Well, for a given value of 'fictional.'
But still, magic!
It was a bit of a let down that my mother inched her wand out of the way every time I made a clumsy and fat-fingered grab for it, smiling as she admonished me.
"Now, now Dezzy, that's not for you. That's mommy's wand, you'll get your own later~"
Her voice was musical, lilting, and happy in a way I had never imagined it could be. Normally, that would have probably garnered a tantrum from a child my age, however I graciously allowed myself to be soothed with a song and a bottle of milk. To this day, I thank whatever incarnation of the Abrahamic God or pagan deity was involved in Narcissa's decision not to breast feed her children.
I think that would have probably broken my mind.
And, yes, my childhood nickname was Dezzy.
I'll wait for your laughter to subside.
Honestly, the moment I heard the name 'Malfoy,' I'd thought I was going to be saddled with a name that was equally as monstrous as Draco's...and I was largely correct. Desdemona is the kind of name I'd imagine for a Saturday morning cartoon villain, though 'Dezzy' is the hilarious baby name that someone brings up during your sixteenth birthday party that ensures no one ever takes you seriously again.
Kind of like 'Dray-dray.'
As a newly minted younger sister, I hereby swear that my older brother's nickname will come back to haunt him in a public setting, with witnesses, in the most reputation-damaging way possible.

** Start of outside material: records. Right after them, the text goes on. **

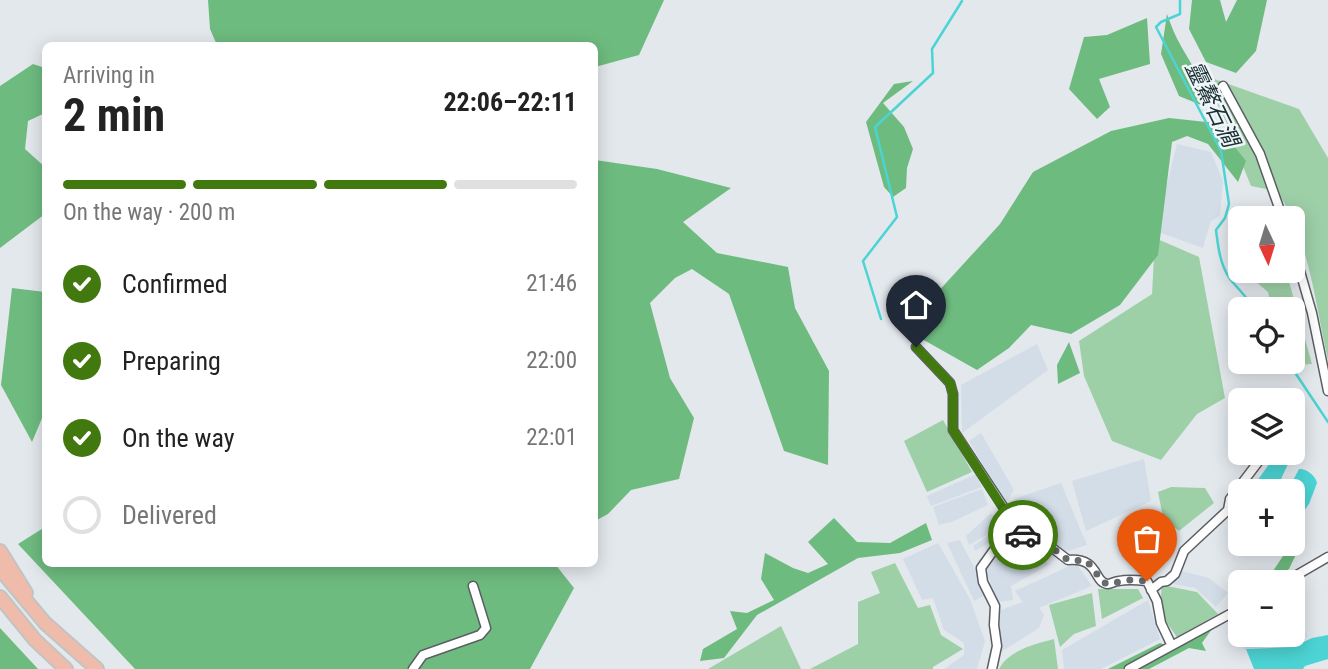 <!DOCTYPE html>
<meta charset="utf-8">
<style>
:root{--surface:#fff;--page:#f2f2f2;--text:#222;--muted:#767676;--line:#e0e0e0;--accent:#41790e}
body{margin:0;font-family:"Roboto Condensed","Noto Sans SC",sans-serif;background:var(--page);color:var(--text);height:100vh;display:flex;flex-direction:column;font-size:26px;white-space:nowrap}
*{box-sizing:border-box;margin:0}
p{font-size:23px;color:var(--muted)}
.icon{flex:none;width:38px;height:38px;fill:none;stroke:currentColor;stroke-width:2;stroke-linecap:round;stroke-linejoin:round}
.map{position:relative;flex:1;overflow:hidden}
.sheet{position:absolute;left:42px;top:42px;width:556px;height:525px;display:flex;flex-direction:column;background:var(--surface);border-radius:10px;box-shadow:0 4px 18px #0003}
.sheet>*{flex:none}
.needle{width:46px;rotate:176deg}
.fabs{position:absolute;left:1228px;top:206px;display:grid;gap:14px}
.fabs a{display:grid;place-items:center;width:77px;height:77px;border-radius:10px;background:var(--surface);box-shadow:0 4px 18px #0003;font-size:35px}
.pin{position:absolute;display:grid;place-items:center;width:60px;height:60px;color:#fff;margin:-72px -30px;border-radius:50% 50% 50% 0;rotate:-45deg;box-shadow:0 0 7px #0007}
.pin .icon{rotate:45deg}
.courier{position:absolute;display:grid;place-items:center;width:70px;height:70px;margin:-35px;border:5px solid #41790e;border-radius:50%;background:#fff;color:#222;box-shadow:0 2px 9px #0007}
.headline em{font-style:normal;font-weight:700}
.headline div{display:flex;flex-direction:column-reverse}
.headline{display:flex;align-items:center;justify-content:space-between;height:119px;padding:0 21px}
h1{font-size:46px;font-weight:700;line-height:52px}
.bar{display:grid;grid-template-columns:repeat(4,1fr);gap:10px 7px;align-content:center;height:84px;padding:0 21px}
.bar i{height:9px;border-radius:5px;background:var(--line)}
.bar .active{background:var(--accent)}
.bar p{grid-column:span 4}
ol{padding:0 21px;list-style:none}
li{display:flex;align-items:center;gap:21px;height:77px}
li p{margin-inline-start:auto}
li .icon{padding:7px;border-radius:50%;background:var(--accent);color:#fff;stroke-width:4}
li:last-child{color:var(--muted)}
li i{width:38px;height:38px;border:4px solid var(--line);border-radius:50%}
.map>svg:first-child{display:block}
</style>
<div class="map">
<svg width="1328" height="669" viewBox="0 0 1328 669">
<rect width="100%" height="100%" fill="#e3e8ed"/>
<path fill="#d3dde8" d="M1177,144L1211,152L1223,181L1220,216L1211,221L1203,248L1155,231Z
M1037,344L1048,370L962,433L961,385Z
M981,433L1014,490L1006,503L969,441Z
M1144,459L1151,501L1086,531L1072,481Z
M976,474L982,487L931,506L927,496Z
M1061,483L1087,545L1065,552L1037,524L1023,526L1014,499Z
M982,489L988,505L954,521L939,525L933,507Z
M991,513L999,527L1007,523L1013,530L975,551L973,546L999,528L969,545L966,536Z
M960,540L988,594L974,601L947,543Z
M938,543L970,599L985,641L977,669H944L964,655V643L944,630L933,598L922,600L903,559Z
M1020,545L1050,564L1011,586L1013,600L998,602L984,566Z
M1076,563L1092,586L1039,608L1044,615L1039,628L999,653L998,611L1023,602L1015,591Z
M1182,571L1209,578L1228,593L1216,607L1195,588L1173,584Z
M1148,600L1160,639L1101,669H1064L1062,650Z
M1295,611L1307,636L1288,645L1244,649L1238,627L1241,622V635H1293Z"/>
<path fill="#9ed0a8" d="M1206,76L1299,109L1328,158V360C1316,308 1308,231 1276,191L1251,186Z
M1155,238L1199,257L1225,398L1197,414L1161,460L1112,441L1084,376L1079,341L1152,294Z
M1243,271H1286L1312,364L1299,365L1293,360V310H1272L1268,292Z
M943,420L972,472L927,492L904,441Z
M1171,487L1205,488L1214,503L1179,531L1163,517L1158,492Z
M895,563L918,608L930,605L941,635L963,649L933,667V669H810L858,644V602L880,593L871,572Z
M1162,585L1197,592L1218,614L1177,637L1159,612Z
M1098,589H1138L1143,598L1102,619Z
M1092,593L1096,626L1074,634L1060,647L1049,605Z
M781,626L801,669H708Z
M1054,639L1058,669H999C1009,650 1035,644 1054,639Z"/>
<path fill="#6ebb7f" d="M208,0H664L639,55L595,67V46L217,45L210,29Z
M1192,0H1220L1226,22L1237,0H1267L1256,51L1236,73L1206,62L1189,29Z
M1167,14C1171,25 1175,36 1181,46C1194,69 1202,77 1201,105L1179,96L1161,54Z
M1147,18L1150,64L1099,79L1110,107L1097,119L1069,89L1084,37L1107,35Z
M33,64L45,68V113L28,121L25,149L45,167V214L0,248V86Z
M913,81L883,103L904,127L913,149L907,168L906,188L893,197L884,187L866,122L894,84Z
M1169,118L1216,123L1246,161L1238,182L1208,144L1187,136L1172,142L1158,255L1120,305L1071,334L1031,325L1009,348L977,370L922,339L924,307L1000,224L1033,172L1111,131Z
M595,160L657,169L731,188L683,222L717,253L788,267L795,308L829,371L828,465L784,451L729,294L692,269L675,278L650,303L670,378L694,418L679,479L631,490L608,514L595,521Z
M12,288L45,292V411L32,442L1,385Z
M1069,342L1080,373L1058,384L1057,365Z
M834,518L857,542L890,543L926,523L932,540L900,553L858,558L757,615L724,658L700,661L703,649L737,629L730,611L747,613L774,600L761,579L765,553L793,568L808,573L828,564L808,542Z
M45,527L46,564H555L574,588L530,669H135L18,544Z
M1302,542L1289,569L1279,576L1278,583H1260L1269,577L1291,544Z
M0,628L38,669H0Z
M1212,629L1202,643L1206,651L1189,648L1149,669H1108L1160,643L1173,648Z"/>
<path fill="#4cd4d4" d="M1279,459H1285L1288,464L1275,492H1249L1270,463Z
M1299,469C1306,468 1316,476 1317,483L1309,504L1293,527V492H1287Z
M1328,635V659L1305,666L1303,669H1254L1246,649L1293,647L1312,638Z"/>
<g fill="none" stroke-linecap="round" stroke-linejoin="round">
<path stroke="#4cd4d4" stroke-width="2.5" d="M1180,0V14L1161,22L1156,27L1221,151L1229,204L1225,218L1216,230C1218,246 1220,265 1230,279C1239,290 1248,298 1255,310
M881,319L863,261L897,217L875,127L933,73L932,49L962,1
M1288,362L1328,422"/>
<g stroke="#5b5f64" stroke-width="11">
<path id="minor" d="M1223,86L1260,154L1283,219
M1293,247L1312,313L1328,391
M916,347L950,383L953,394V430L1021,534L1028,537H1038L1068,560C1100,557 1093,583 1108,584C1111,584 1115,581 1119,581C1128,579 1137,580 1147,581L1157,601L1161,623L1171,644
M1283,583L1328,557
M1151,590L1161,582L1167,581L1175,574L1184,551L1228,510L1230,499L1265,453
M413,669L423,655L480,635L486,628L473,586
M992,669L997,646L994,625L995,606L983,582L981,568L996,547L1021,534
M1129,669L1241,608"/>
</g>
<g stroke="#c2c3c3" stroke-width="16">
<path id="highway" d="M0,551L26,593
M0,569L45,623L97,669
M0,597L35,640L66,669"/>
</g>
<use href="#minor" stroke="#fff" stroke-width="8"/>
<use href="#highway" stroke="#efbcab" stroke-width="12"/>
</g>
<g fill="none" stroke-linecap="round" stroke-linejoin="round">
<path stroke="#686b6e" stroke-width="7" stroke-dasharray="0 12.6" d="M1023,535L1038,537L1068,560L1087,561L1103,582L1107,584L1130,580L1147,581"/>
<path stroke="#41790e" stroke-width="9" d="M916,347L950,383L953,394V430L1013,524L1023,535"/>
</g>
<g text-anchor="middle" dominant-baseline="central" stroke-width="5" stroke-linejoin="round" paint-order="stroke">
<g font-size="23" font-style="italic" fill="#1a3131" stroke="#f0f5fa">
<text transform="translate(1212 104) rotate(64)">靈鰲石澗</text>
</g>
</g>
</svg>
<div class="fabs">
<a><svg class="needle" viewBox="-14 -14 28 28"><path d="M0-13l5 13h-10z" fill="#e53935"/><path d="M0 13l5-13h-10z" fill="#767676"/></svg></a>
<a><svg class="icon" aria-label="locate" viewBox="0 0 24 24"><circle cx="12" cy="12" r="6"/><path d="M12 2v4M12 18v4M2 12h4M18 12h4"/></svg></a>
<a><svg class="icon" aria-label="layers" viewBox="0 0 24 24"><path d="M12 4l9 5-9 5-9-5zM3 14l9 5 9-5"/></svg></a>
<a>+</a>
<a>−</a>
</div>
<div class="pin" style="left:1147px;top:581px;background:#ea580c"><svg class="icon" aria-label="bag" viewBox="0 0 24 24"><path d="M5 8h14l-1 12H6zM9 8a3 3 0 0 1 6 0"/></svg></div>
<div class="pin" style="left:916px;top:347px;background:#1f2937"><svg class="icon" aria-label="home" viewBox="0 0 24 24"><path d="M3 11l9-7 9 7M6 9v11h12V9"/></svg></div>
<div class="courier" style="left:1023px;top:535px"><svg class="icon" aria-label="car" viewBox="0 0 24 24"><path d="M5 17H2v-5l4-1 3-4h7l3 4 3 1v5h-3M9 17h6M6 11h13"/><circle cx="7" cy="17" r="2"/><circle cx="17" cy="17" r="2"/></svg></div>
<section class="sheet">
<div class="headline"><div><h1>2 min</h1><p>Arriving in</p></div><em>22:06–22:11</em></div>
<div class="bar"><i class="active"></i><i class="active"></i><i class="active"></i><i></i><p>On the way · 200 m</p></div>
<ol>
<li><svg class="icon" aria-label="check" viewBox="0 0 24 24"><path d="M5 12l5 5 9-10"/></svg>Confirmed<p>21:46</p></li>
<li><svg class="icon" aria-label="check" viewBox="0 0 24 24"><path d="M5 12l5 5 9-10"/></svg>Preparing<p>22:00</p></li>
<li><svg class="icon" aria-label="check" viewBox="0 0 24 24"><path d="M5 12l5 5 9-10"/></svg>On the way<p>22:01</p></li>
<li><i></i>Delivered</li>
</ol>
</section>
</div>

...maybe I might fit in with the Malfoys after all.
I make no apologies.
I suppose I'm a masochist at heart, to write something like this, especially for my own enjoyment.
At any rate, I know I should be working on other stuff, but, again, this stuff is for my own fun, even if I am indulging in a horrible cliche of fanfiction writers everywhere.
Ah well, I suppose the maxim of 'everybody gets one' holds up here as well as anywhere else.